Knowing Patient and Family
In BMT, care coordinators provide extensive financial screening and care management using evidence-based guidelines pre and post transplantation, intensive inpatient assessment, planning and discharge teaching. For BMT patients, additional responsibilities include making sure insurance authorization is in place for patients’ expensive medication regimen and that patients understand their medications.
“Three days before I was leaving, that’s when Carol made sure I knew what medications I’d be taking and when,” said patient Robert Sullivan of Rhode Island, one day before his December discharge.

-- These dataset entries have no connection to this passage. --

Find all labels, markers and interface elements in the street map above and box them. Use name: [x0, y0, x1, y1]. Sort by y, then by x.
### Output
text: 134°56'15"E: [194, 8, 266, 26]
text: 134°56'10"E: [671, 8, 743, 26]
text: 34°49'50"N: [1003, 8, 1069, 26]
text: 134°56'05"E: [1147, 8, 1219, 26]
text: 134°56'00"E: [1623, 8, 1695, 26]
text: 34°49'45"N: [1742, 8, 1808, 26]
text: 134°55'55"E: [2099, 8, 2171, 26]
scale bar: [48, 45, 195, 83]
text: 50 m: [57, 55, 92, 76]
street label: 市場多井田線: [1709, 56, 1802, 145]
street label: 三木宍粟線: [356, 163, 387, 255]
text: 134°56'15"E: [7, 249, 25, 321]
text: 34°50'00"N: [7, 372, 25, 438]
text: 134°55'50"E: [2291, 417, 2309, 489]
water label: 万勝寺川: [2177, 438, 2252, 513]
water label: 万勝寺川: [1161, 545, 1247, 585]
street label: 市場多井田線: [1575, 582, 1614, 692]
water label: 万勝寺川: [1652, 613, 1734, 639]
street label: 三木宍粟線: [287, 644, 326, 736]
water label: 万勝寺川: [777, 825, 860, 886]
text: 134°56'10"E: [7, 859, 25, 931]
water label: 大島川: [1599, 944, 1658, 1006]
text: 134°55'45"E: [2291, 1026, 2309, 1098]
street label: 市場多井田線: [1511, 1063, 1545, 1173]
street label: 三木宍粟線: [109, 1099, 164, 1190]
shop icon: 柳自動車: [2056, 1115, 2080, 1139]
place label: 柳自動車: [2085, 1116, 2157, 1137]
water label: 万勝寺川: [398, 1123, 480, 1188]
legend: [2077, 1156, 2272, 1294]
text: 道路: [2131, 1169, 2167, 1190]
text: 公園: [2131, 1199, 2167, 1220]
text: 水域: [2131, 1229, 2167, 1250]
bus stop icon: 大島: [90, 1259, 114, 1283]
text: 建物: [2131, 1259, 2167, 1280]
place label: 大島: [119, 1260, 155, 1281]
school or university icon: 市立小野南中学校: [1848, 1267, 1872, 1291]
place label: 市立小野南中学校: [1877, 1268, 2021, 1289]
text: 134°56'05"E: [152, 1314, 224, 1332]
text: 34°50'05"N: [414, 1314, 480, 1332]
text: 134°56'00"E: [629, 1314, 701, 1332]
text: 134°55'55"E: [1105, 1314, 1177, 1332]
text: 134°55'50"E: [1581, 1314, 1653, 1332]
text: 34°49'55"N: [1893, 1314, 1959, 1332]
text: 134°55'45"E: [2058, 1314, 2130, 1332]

In addition, Orrico makes sure patients understand that changes must be made at home in many cases since patients’ immune systems are compromised. “All rugs, drapes and blinds need to be cleaned, silk flowers disposed of and there’s no more sleeping with pets,” she said.
Discharging patients to a clean home is not always an option for patients of care coordinators in Medicine. Lynn Oliver, RN, CCM, Nancy Kelleher, MSN, RN, and Pia Young, BSN, RN, see many patients who are homeless and elderly, who often present to the ED with addictions, psychiatric diagnoses and “anything under the sun.”
“Our goal is to make sure the patient is well-served when they’re here, and when they leave,” said Kelleher. “But putting all the right pieces together can be challenging.”
Elderly patients typically do not want to be discharged to a rehab facility because they feel like they are being sent to a nursing home, but that same patient may not have enough support to return home. When patients have limited or no resources, the care coordinators negotiate the system to begin the process of enrolling them in Mass. Health. Patients at highest risk after discharge receive a call from a care coordinator within two days of discharge to assess clinical status and care in the community. In addition, for difficult placements, the team has forged positive relationships with the Barbara McInnis House, a medical shelter, and the Boston Center, a Partners HealthSystem skilled nursing facility.
“We need to connect the dots and know the resources and our patients.” said Young. “To do this job, you need to care for and respect the patient and family, bring strong clinical and analytical skills to the team, know non-acute and community provider capabilities, leverage insurance benefits and be resourceful for the patient.”